Richard G. Gordon
The 2023 Stephan Mueller Medal is awarded to Richard G. Gordon in recognition for his outstanding and innovative contribution to global tectonics, in particular, for his leadership of the NUVEL (Northwest University Velocity) and MORVEL (Mid-Ocean Ridge Velocity) global plate motion projects.
The 2023 Tectonics and Structural Geology Division Medal is awarded to Richard Gordon in recognition of his outstanding and innovative contribution to global plate motions and palaeomagnetism over the last 40 years. After obtaining his doctorate from Stanford University in 1979, Richard Gordon has held positions at Northwestern and Rice Universities. Gordon’s wide-ranging research forms a substantial body of highly cited work with many paradigm-shifting contributions. Gordon is best known for his leadership of the NUVEL (Northwest University Velocity) global plate motion model and, more recently, its successor the MORVEL (Mid-Ocean Ridge Velocity) project. The construction of these models represents an enormous undertaking, requiring a highly accurate quantitative analysis of a wide array of datasets. Since its conception in the 1990s Gordon has, with key contributions from his PhD students, continually improved and developed the models. The fact that NUVEL and MORVEL are today the standard global plate motion models used across the Earth Sciences is testament to the enduring importance and quality of this work.
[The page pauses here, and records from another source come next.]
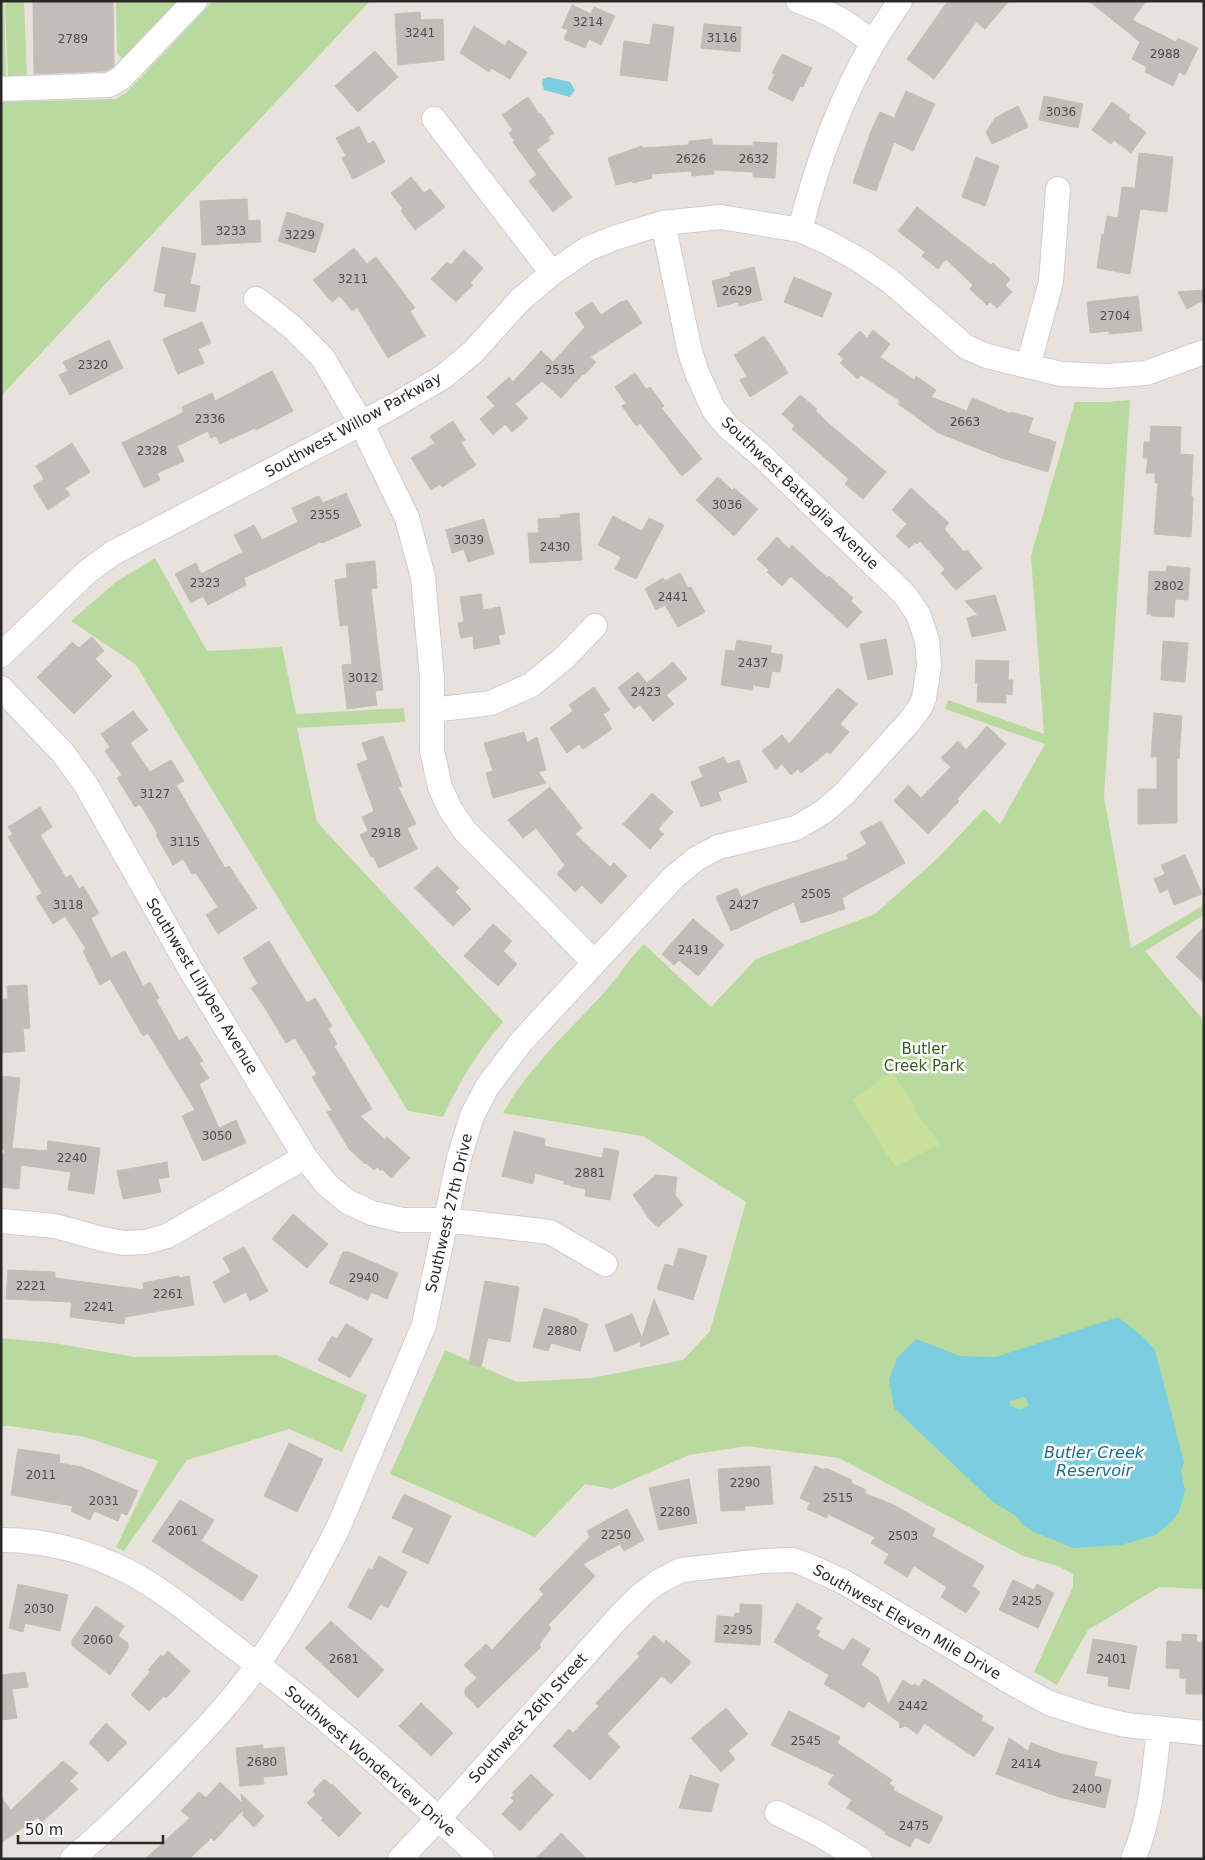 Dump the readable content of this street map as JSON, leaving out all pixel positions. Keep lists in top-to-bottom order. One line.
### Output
{"streets":{"street":["Southwest Willow Parkway","Southwest Battaglia Avenue","Southwest Lillyben Avenue","Southwest 27th Drive","Southwest Eleven Mile Drive","Southwest 26th Street","Southwest Wonderview Drive"]},"crossings":[["Southwest Willow Parkway","Southwest Battaglia Avenue"],["Southwest Battaglia Avenue","Southwest 27th Drive"],["Southwest Lillyben Avenue","Southwest 27th Drive"],["Southwest 27th Drive","Southwest Wonderview Drive"],["Southwest Eleven Mile Drive","Southwest 26th Street"],["Southwest 26th Street","Southwest Wonderview Drive"]],"water":["Butler Creek Reservoir"],"parks":["Butler Creek Park"],"house_numbers":["3214","3241","3116","2789","2988","3036","2626","2632","3233","3229","3211","2629","2704","2320","2535","2336","2663","2328","3036","2355","3039","2430","2323","2802","2441","2437","3012","2423","3127","2918","3115","2505","3118","2427","2419","3050","2240","2881","2940","2221","2261","2241","2880","2011","2290","2515","2031","2280","2061","2250","2503","2425","2030","2295","2060","2681","2401","2442","2545","2680","2414","2400","2475"],"scale_bar":"50 m"} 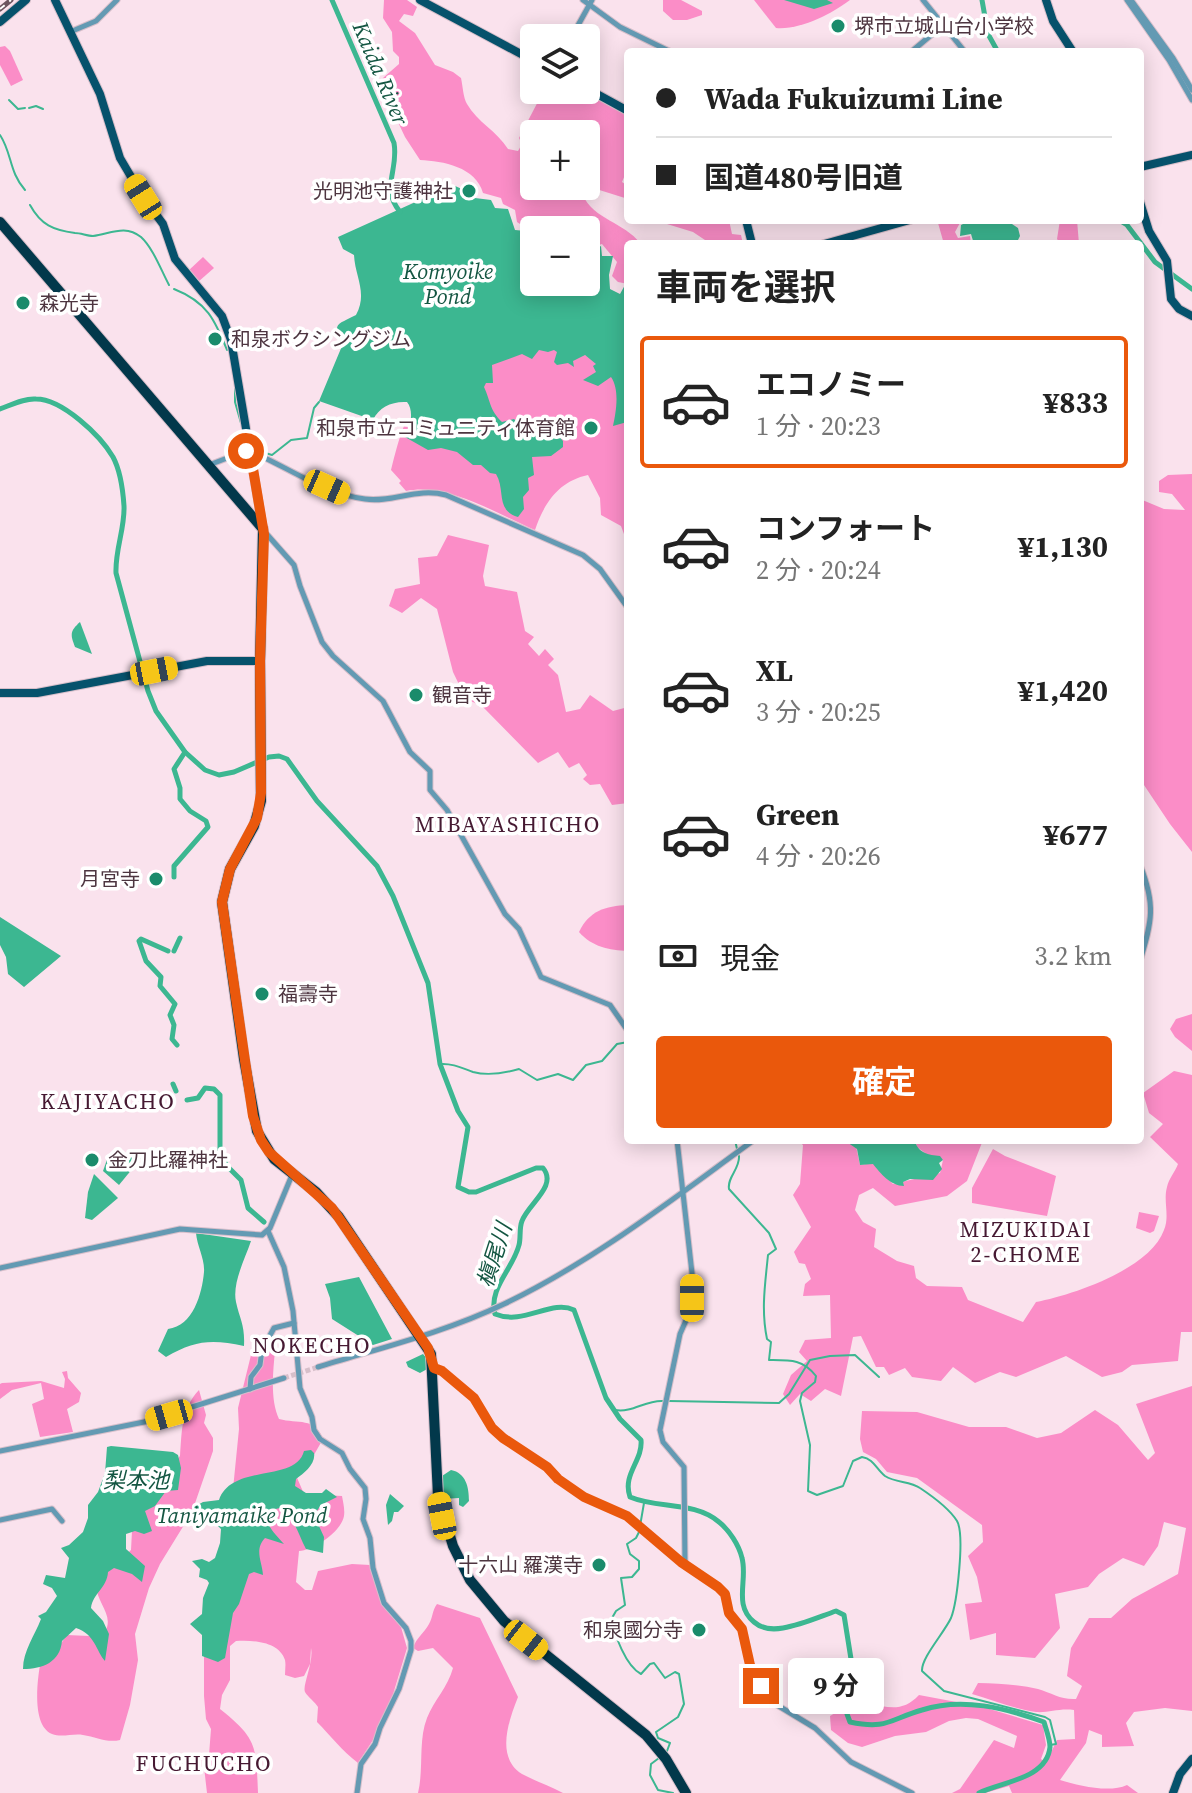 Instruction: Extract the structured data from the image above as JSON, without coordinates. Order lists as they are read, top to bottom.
{
  "districts": [
    "MIBAYASHICHO",
    "KAJIYACHO",
    "MIZUKIDAI 2-CHOME",
    "NOKECHO",
    "FUCHUCHO"
  ],
  "water": [
    "Kaida River",
    "Komyoike Pond",
    "槇尾川",
    "梨本池",
    "Taniyamaike Pond"
  ],
  "places": [
    "堺市立城山台小学校",
    "光明池守護神社",
    "森光寺",
    "和泉ボクシングジム",
    "和泉市立コミュニティ体育館",
    "観音寺",
    "月宮寺",
    "福壽寺",
    "金刀比羅神社",
    "十六山 羅漢寺",
    "和泉國分寺"
  ],
  "page": {
    "map_buttons": ["+", "−"],
    "banner": ["Wada Fukuizumi Line", "国道480号旧道"],
    "heading": "車両を選択",
    "list": [
      {
        "name": "エコノミー",
        "note": "1 分 · 20:23",
        "value": "¥833"
      },
      {
        "name": "コンフォート",
        "note": "2 分 · 20:24",
        "value": "¥1,130"
      },
      {
        "name": "XL",
        "note": "3 分 · 20:25",
        "value": "¥1,420"
      },
      {
        "name": "Green",
        "note": "4 分 · 20:26",
        "value": "¥677"
      }
    ],
    "pay": ["現金", "3.2 km"],
    "buttons": "確定",
    "bubble": "9 分"
  }
} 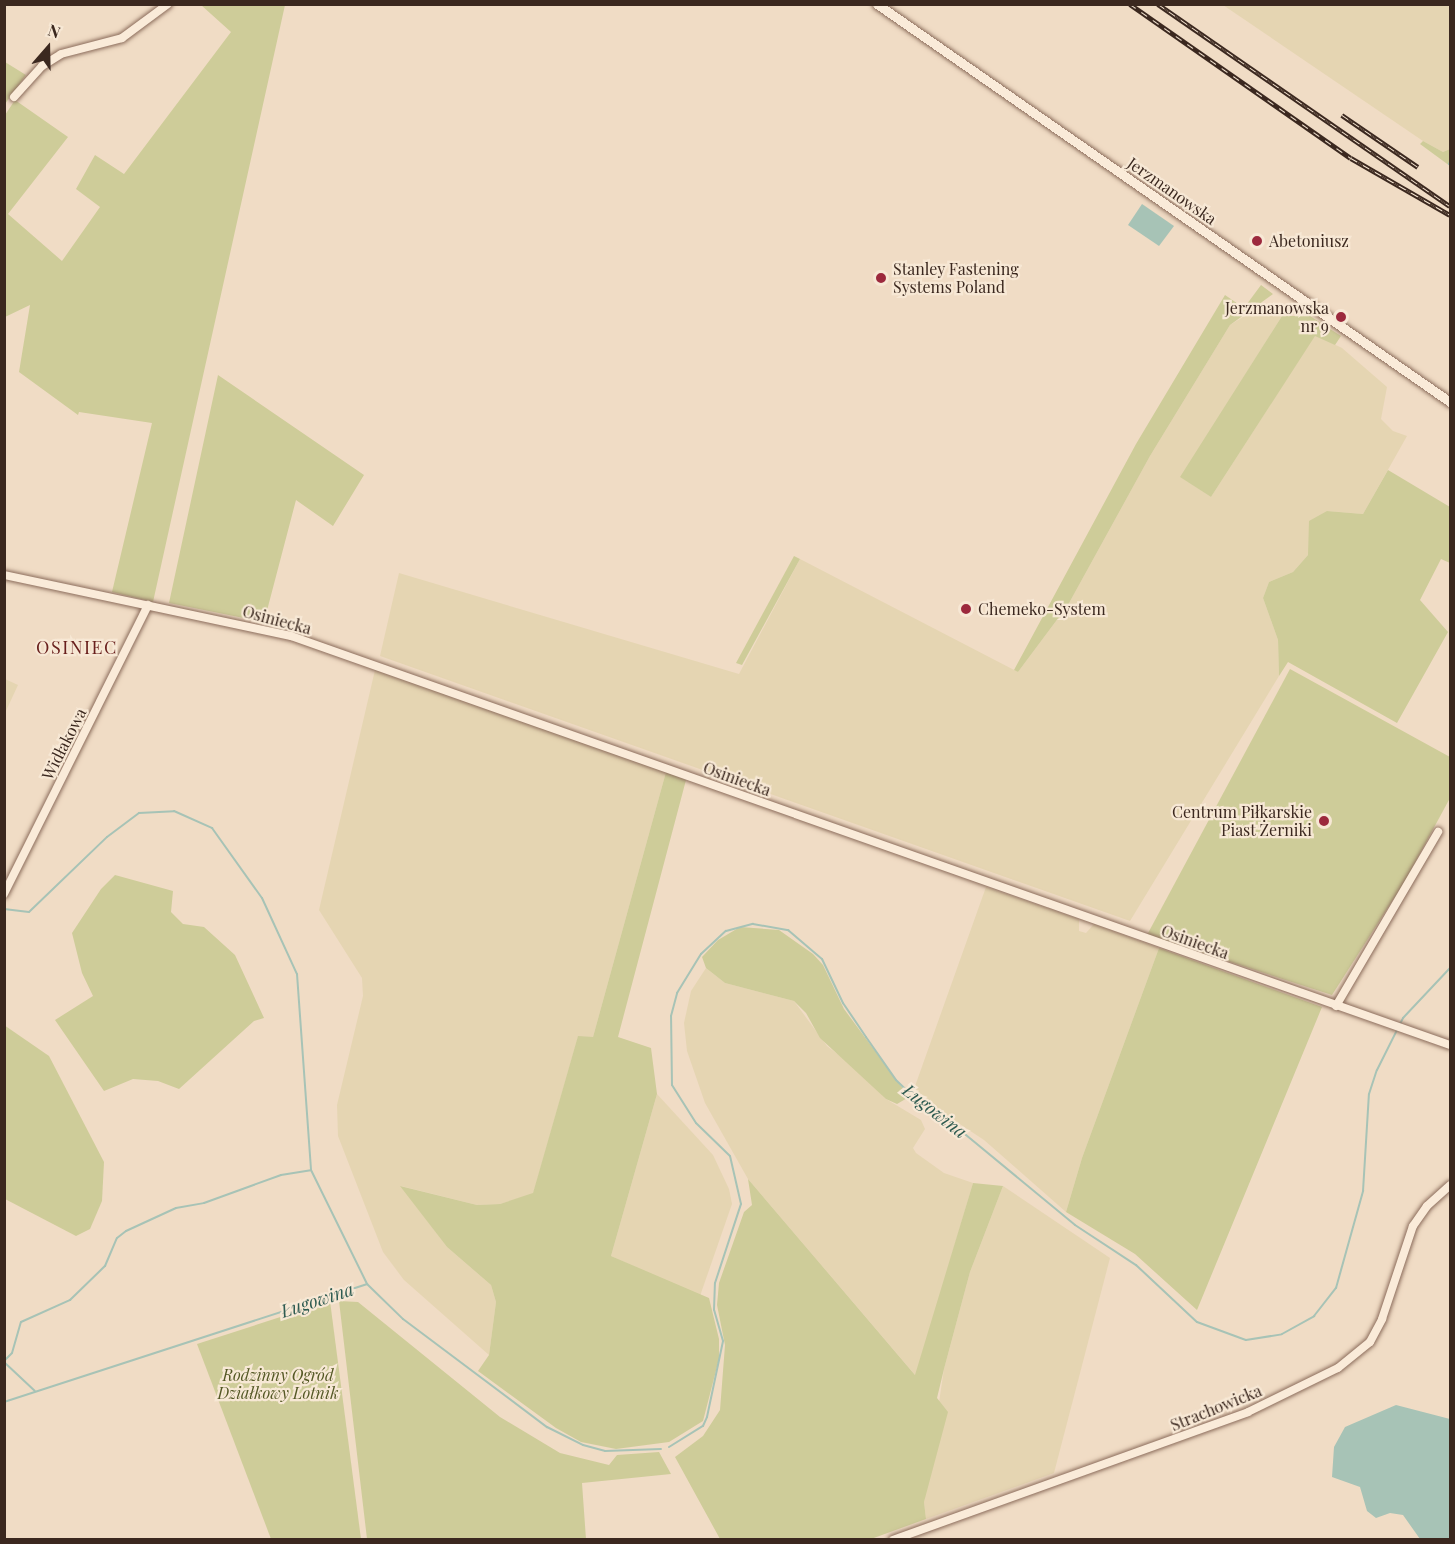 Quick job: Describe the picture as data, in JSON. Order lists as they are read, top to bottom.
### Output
{
  "streets": {
    "street": [
      "Jerzmanowska",
      "Osiniecka",
      "Widłakowa",
      "Strachowicka"
    ]
  },
  "crossings": [
    ["Osiniecka", "Widłakowa"]
  ],
  "districts": ["OSINIEC"],
  "water": ["Ługowina"],
  "parks": ["Rodzinny Ogród Działkowy Lotnik"],
  "places": [
    "Abetoniusz",
    "Stanley Fastening Systems Poland",
    "Jerzmanowska nr 9",
    "Chemeko-System",
    "Centrum Piłkarskie Piast Żerniki"
  ],
  "north": "top"
} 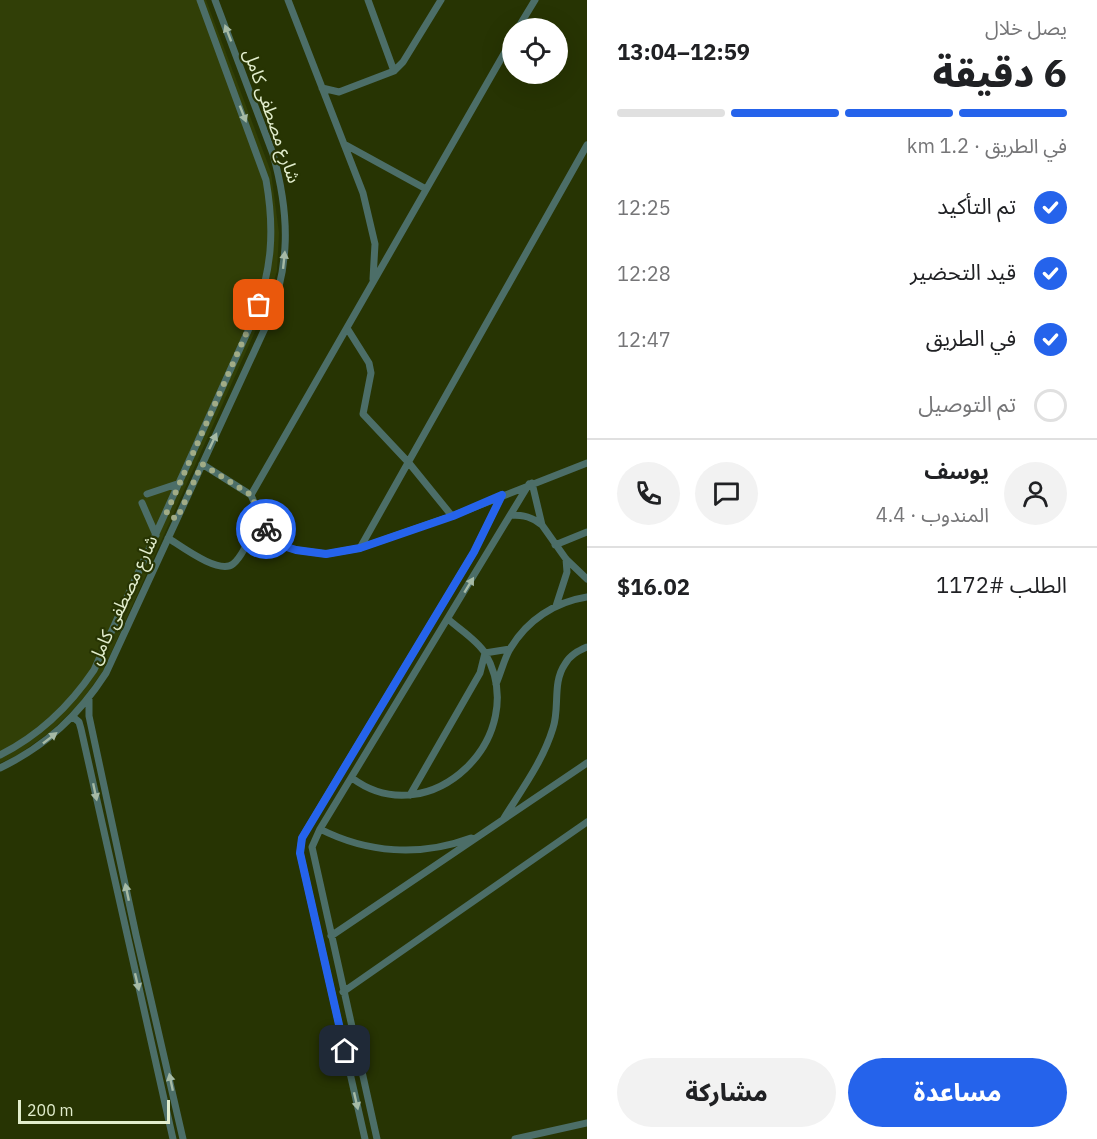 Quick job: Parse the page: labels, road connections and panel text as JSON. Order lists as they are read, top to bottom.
{
  "streets": {
    "street": ["شارع مصطفى كامل"]
  },
  "scale_bar": "200 m",
  "page": {
    "heading": ["6 دقيقة", "يصل خلال", "12:59–13:04"],
    "panel": [
      "يوسف",
      "المندوب · 4.4",
      "الطلب #1172",
      "$16.02"
    ],
    "bar": "في الطريق · 1.2 km",
    "list": [
      ["تم التأكيد", "12:25"],
      ["قيد التحضير", "12:28"],
      ["في الطريق", "12:47"],
      "تم التوصيل"
    ],
    "buttons": ["مساعدة", "مشاركة"],
    "scale": "200 m"
  }
}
Early in his career, Gordon introduced the concept of palaeomagnetic Euler poles, which allows the reconstruction of apparent polar wander paths of plates through rigorous and efficient use of palaeomagnetic data. Nearly forty years on, this method is still being used today. In the early ’90s Gordon was also amongst the earliest investigators to use geodetic data for accurate measurement of present-day plate motions. He has led groundbreaking research projects whose results have had major impacts on regional and global reconstructions and dynamics. For example, his work has contributed critically to understanding the kinematics and tectonics of western North America and the Pacific plate.
Gordon’s work is characterised by a rigorous attention to uncertainty and the propagation of errors. His precise work has highlighted fundamental limitations of the original plate tectonic theory. Firstly, the approximation that the interiors of plates are rigid was shown to have limits by Gordon’s quantification of relative motion within major plates. Secondly, his work on diffuse oceanic plate boundaries established that the plate tectonic model needs to allow their incorporation. Thirdly, Gordon has shown that the effects of horizontal thermal contraction of young oceanic lithosphere may be large enough to impact the accuracy of plate reconstructions. His innovative work has made an important contribution to the decades-old debate on the relative motion between hot spots, which have been used as a reference frame for absolute plate motion. Even if this ‘relative fixity’ was and still is the object of controversy, its merit has undoubtedly been to stimulate the debate of ideas.
Throughout his career, Gordon has served his community through editorships, the organisation of many conferences and serving on numerous committees at national, local and international levels. He is a fellow and medalist of the American Geophysical Union (Macelwane medal), the Geological Society of America (Senior Fellow, Day Medal) and a fellow of the American Association for the Advancement of Science. He is a tireless educator and generous mentor of early career students with many of his outstanding graduate students going on to make important contributions to Earth Science in their own right, two of them (C. DeMets and D. Argus) being Fellows of the AGU.
For all these reasons, Richard Gordon is a worthy recipient of the 2023 Stefan Mueller Medal.